* _Exercise goal_
With the pictures omitted, write out the entries that follow exactly as they stand.

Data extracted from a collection
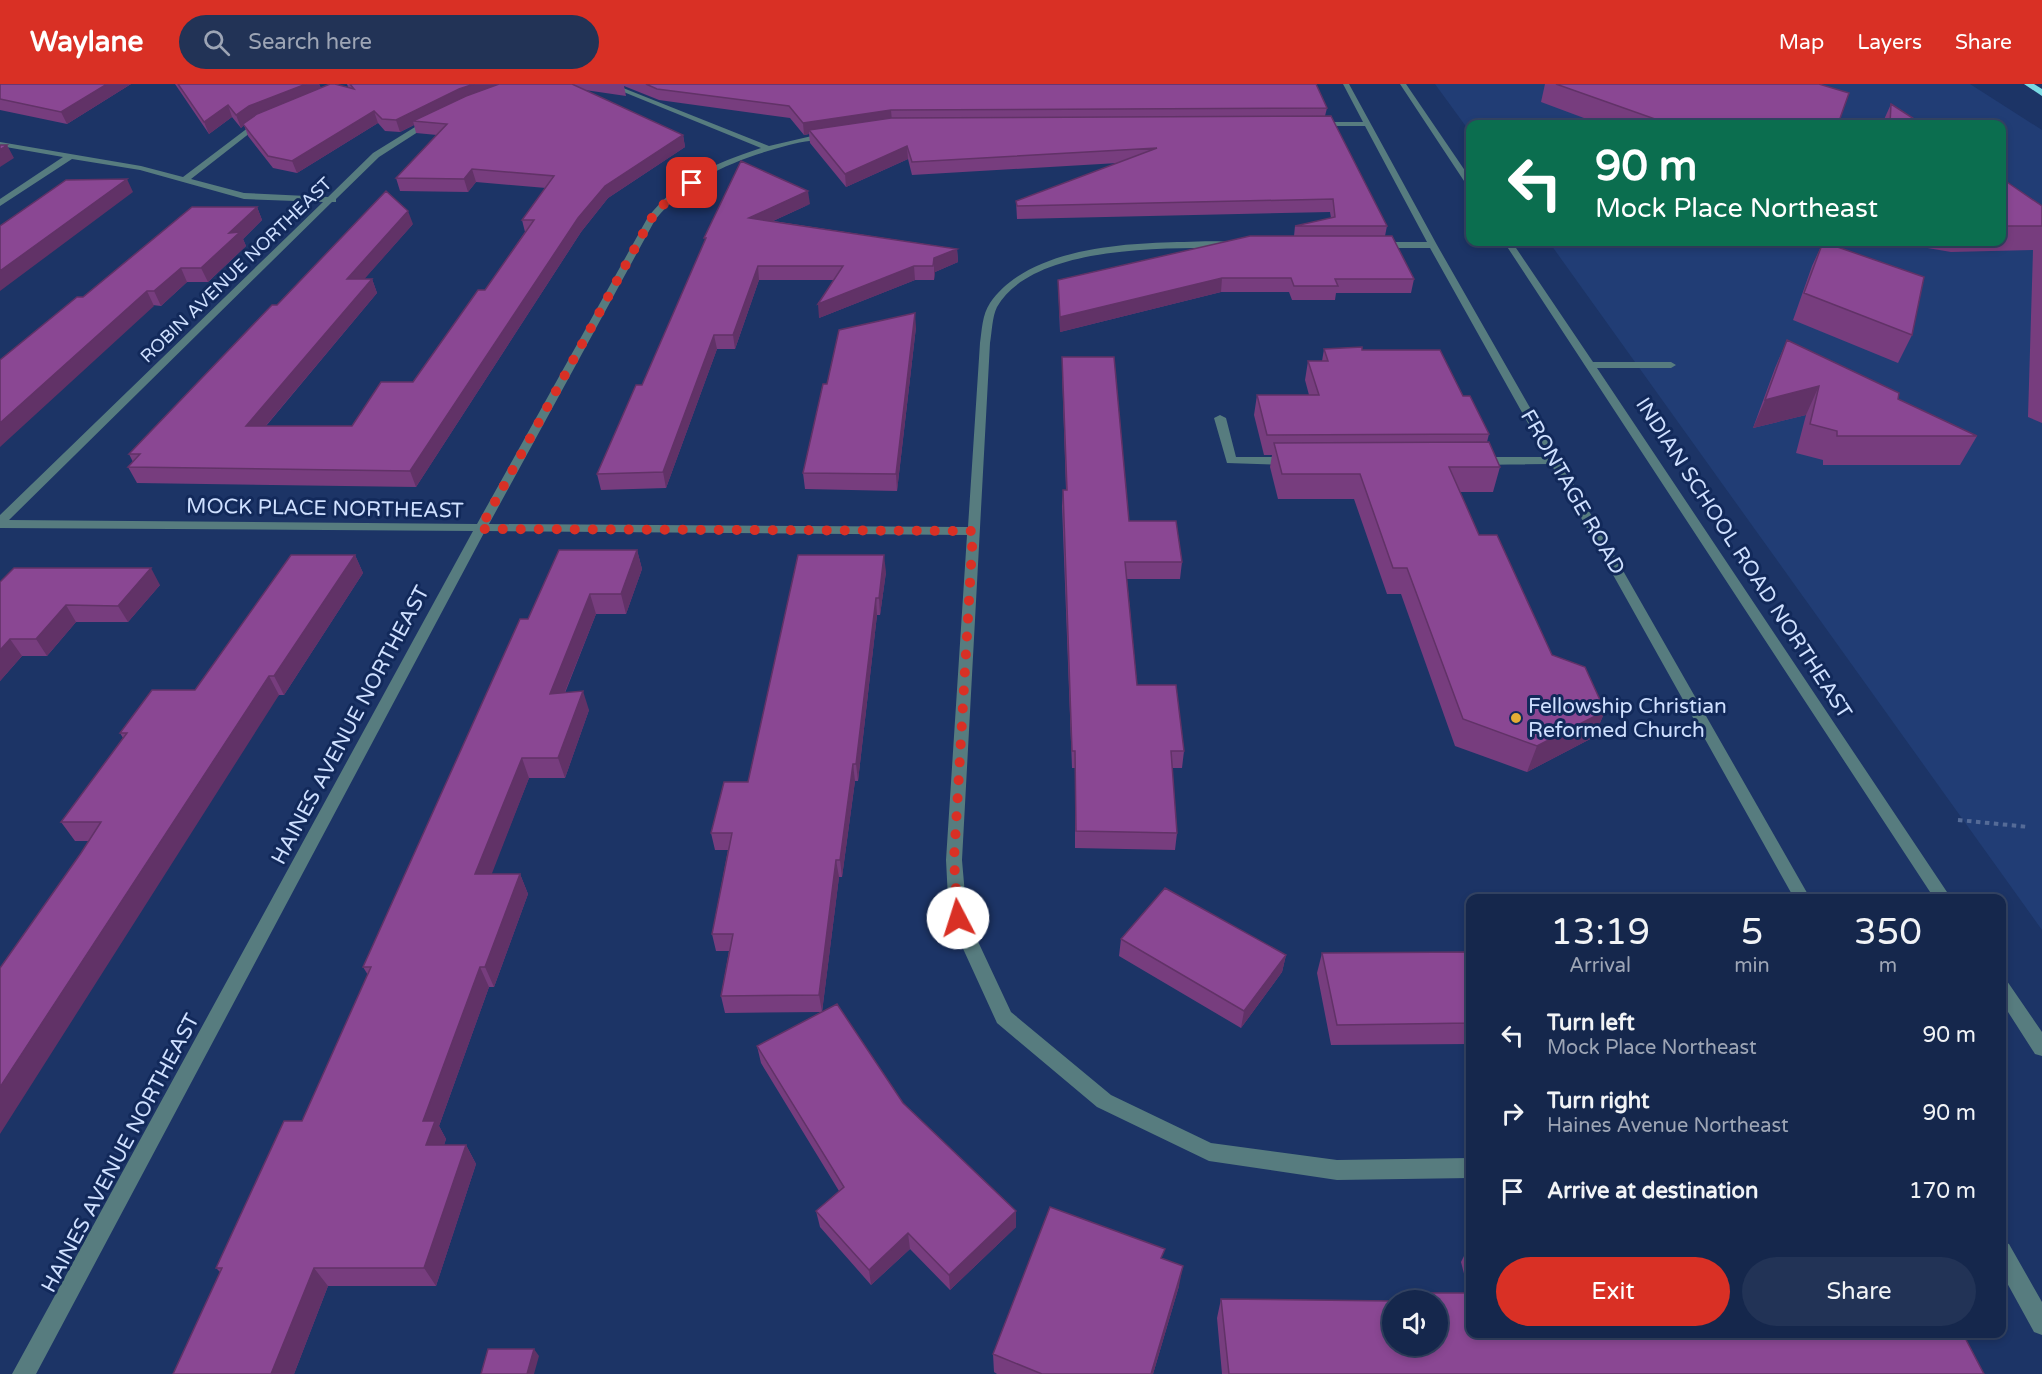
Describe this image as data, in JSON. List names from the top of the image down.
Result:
{
  "streets": {
    "street": [
      "ROBIN AVENUE NORTHEAST",
      "FRONTAGE ROAD",
      "MOCK PLACE NORTHEAST",
      "INDIAN SCHOOL ROAD NORTHEAST",
      "HAINES AVENUE NORTHEAST"
    ]
  },
  "crossings": [
    ["ROBIN AVENUE NORTHEAST", "MOCK PLACE NORTHEAST"],
    ["MOCK PLACE NORTHEAST", "HAINES AVENUE NORTHEAST"]
  ],
  "places": ["Fellowship Christian Reformed Church"],
  "page": {
    "header": "Waylane",
    "search": "Search here",
    "nav": ["Map", "Layers", "Share"],
    "turn": ["90 m", "Mock Place Northeast"],
    "eta": [
      "13:19",
      "Arrival",
      "5",
      "min",
      "350",
      "m"
    ],
    "list": [
      {
        "name": "Turn left",
        "note": "Mock Place Northeast",
        "value": "90 m"
      },
      {
        "name": "Turn right",
        "note": "Haines Avenue Northeast",
        "value": "90 m"
      },
      {
        "name": "Arrive at destination",
        "value": "170 m"
      }
    ],
    "buttons": ["Exit", "Share"]
  }
}
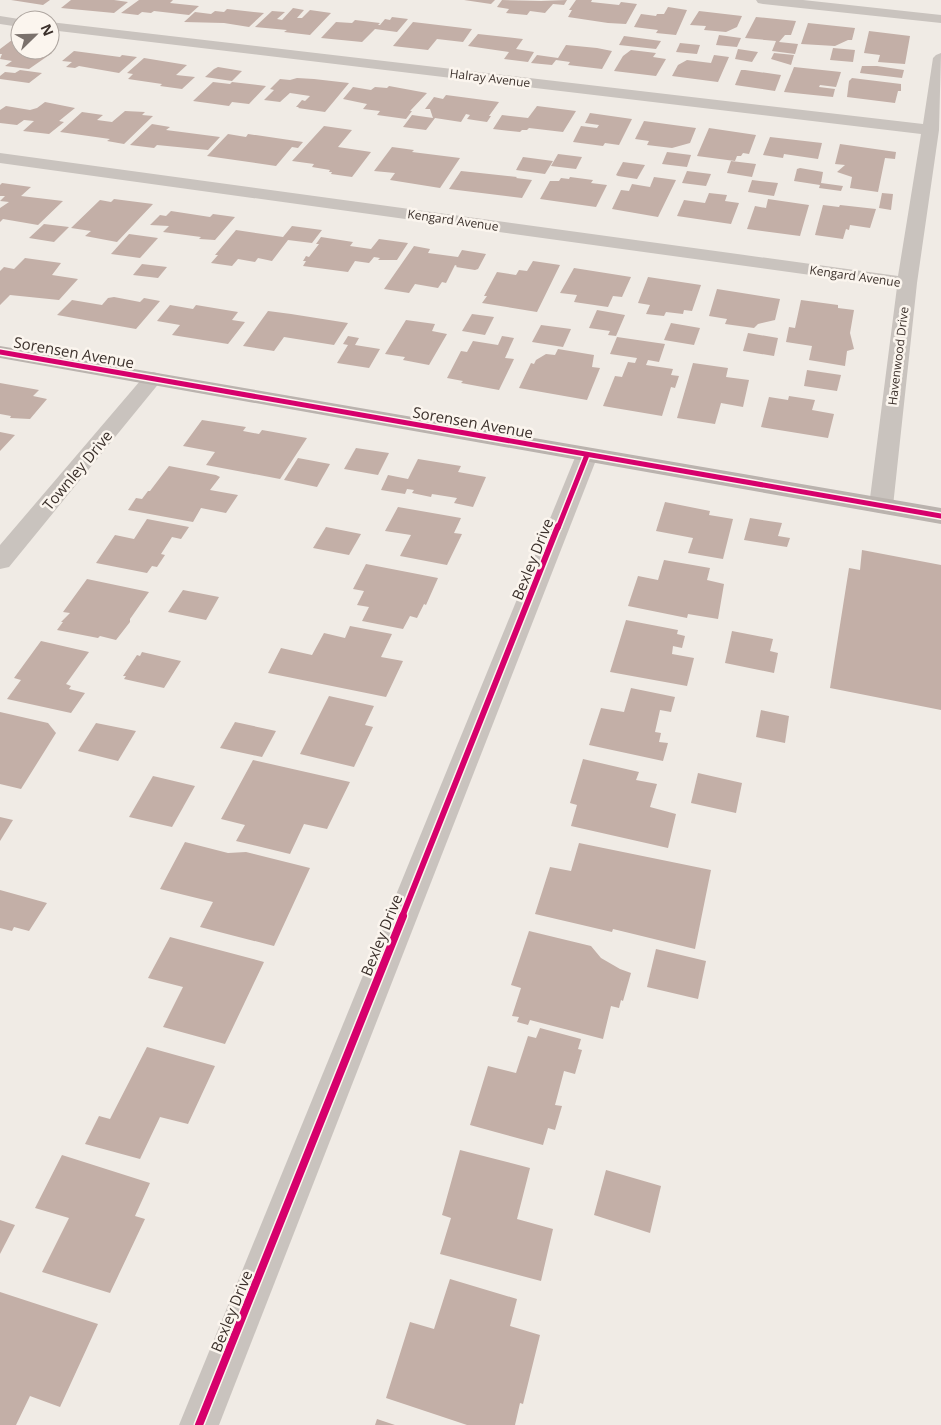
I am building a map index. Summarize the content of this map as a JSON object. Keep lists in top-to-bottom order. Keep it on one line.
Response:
{"streets":{"street":["Halray Avenue","Kengard Avenue","Sorensen Avenue","Havenwood Drive","Townley Drive","Bexley Drive"]},"crossings":[["Halray Avenue","Havenwood Drive"],["Kengard Avenue","Havenwood Drive"],["Sorensen Avenue","Havenwood Drive"],["Sorensen Avenue","Townley Drive"],["Sorensen Avenue","Bexley Drive"]],"north":"top right"}
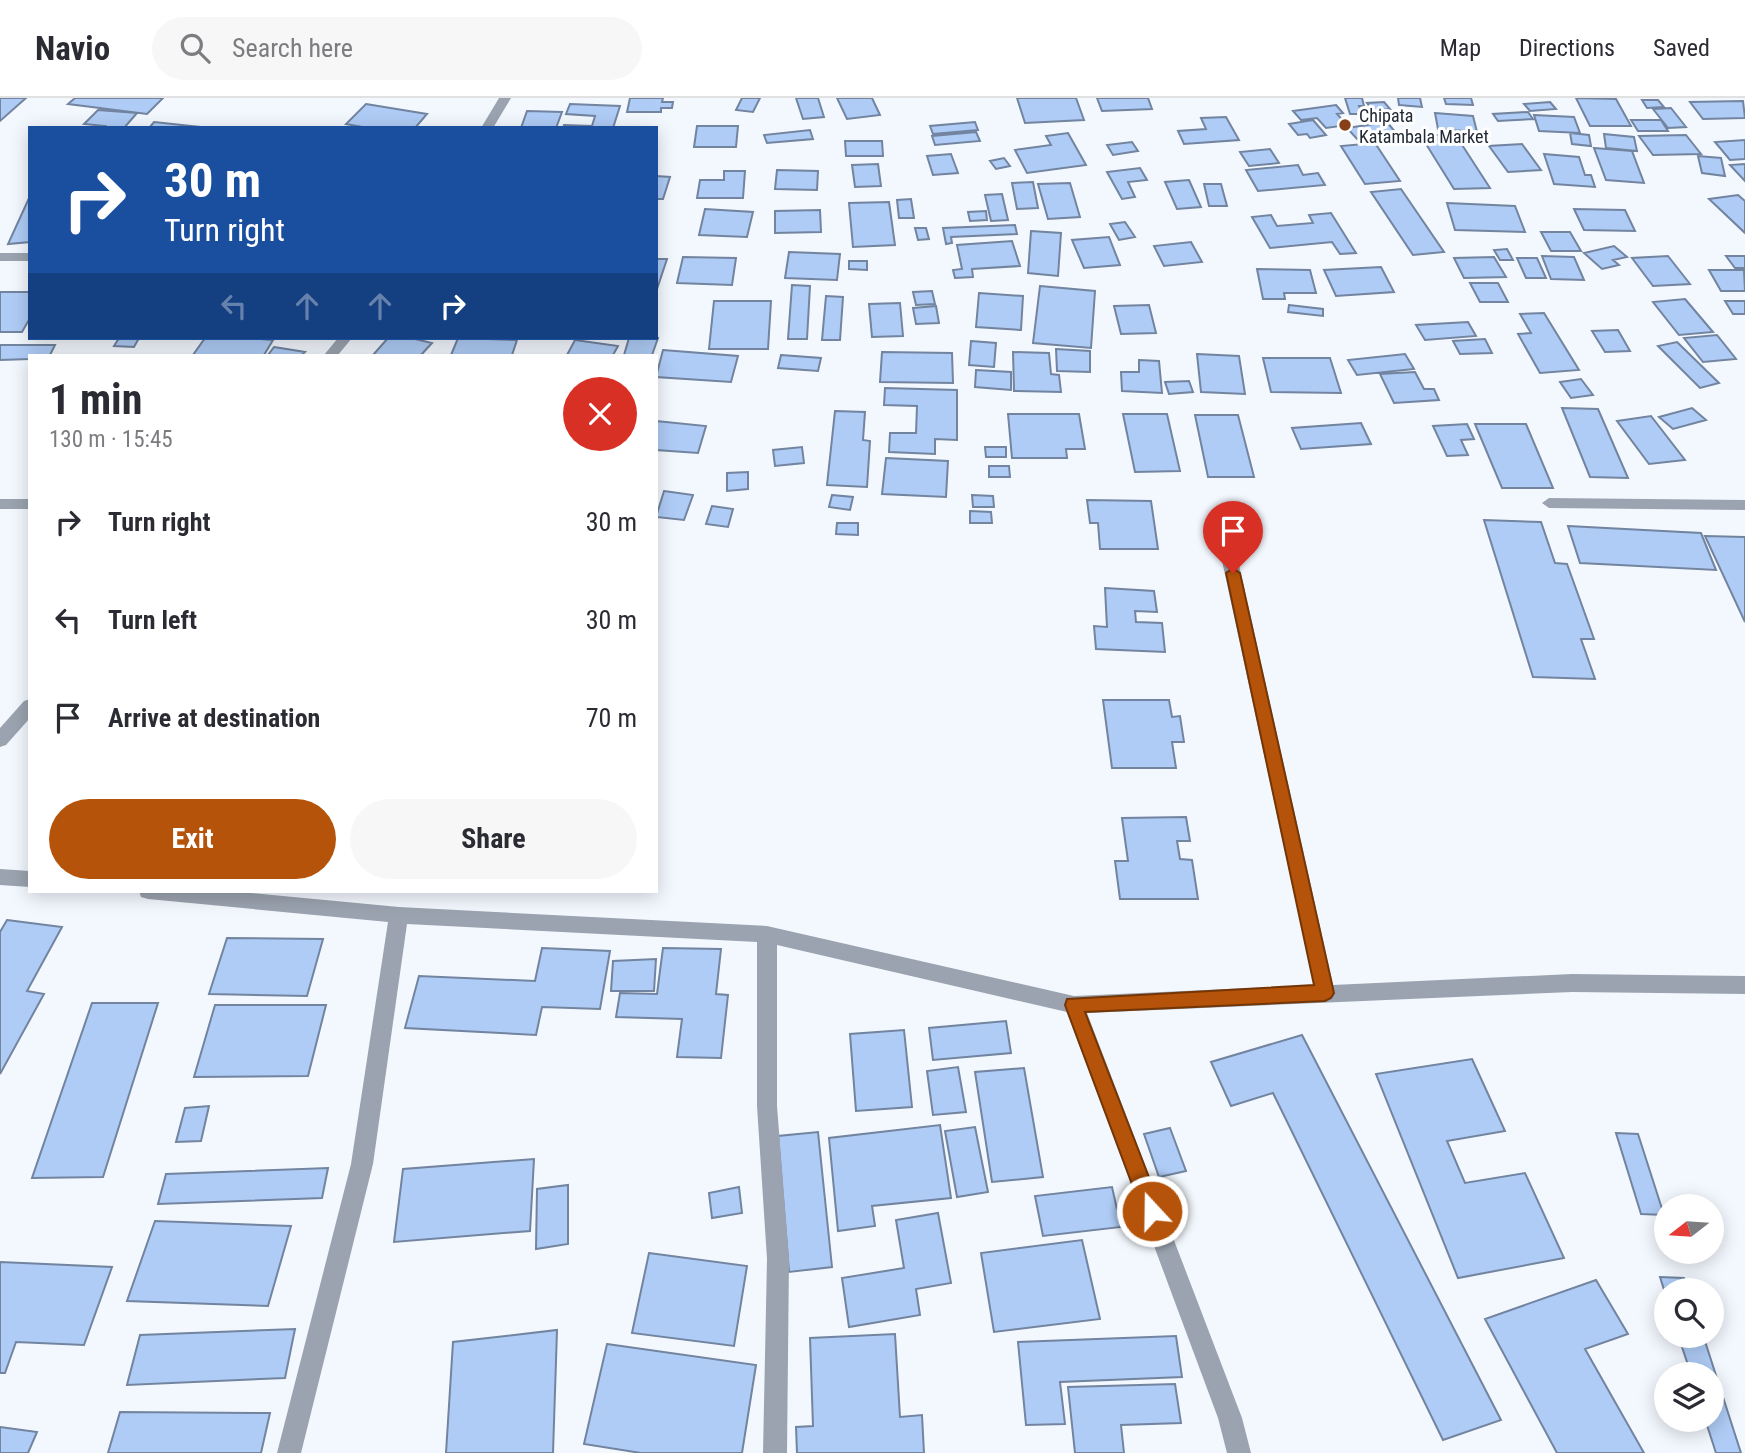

* _Completed exercise_
Describe this image as data, in JSON. List names from the top of the image down.
Result:
{
  "streets": {
    "street": [
      "ROBIN AVENUE NORTHEAST",
      "FRONTAGE ROAD",
      "MOCK PLACE NORTHEAST",
      "INDIAN SCHOOL ROAD NORTHEAST",
      "HAINES AVENUE NORTHEAST"
    ]
  },
  "crossings": [
    ["ROBIN AVENUE NORTHEAST", "MOCK PLACE NORTHEAST"],
    ["MOCK PLACE NORTHEAST", "HAINES AVENUE NORTHEAST"]
  ],
  "places": ["Fellowship Christian Reformed Church"],
  "page": {
    "header": "Waylane",
    "search": "Search here",
    "nav": ["Map", "Layers", "Share"],
    "turn": ["90 m", "Mock Place Northeast"],
    "eta": [
      "13:19",
      "Arrival",
      "5",
      "min",
      "350",
      "m"
    ],
    "list": [
      {
        "name": "Turn left",
        "note": "Mock Place Northeast",
        "value": "90 m"
      },
      {
        "name": "Turn right",
        "note": "Haines Avenue Northeast",
        "value": "90 m"
      },
      {
        "name": "Arrive at destination",
        "value": "170 m"
      }
    ],
    "buttons": ["Exit", "Share"]
  }
}
I am building a map index. Summarize the content of this map as a JSON object. Keep lists in top-to-bottom order. Keep it on one line.
Response:
{"streets":{"street":["Halray Avenue","Kengard Avenue","Sorensen Avenue","Havenwood Drive","Townley Drive","Bexley Drive"]},"crossings":[["Halray Avenue","Havenwood Drive"],["Kengard Avenue","Havenwood Drive"],["Sorensen Avenue","Havenwood Drive"],["Sorensen Avenue","Townley Drive"],["Sorensen Avenue","Bexley Drive"]],"north":"top right"}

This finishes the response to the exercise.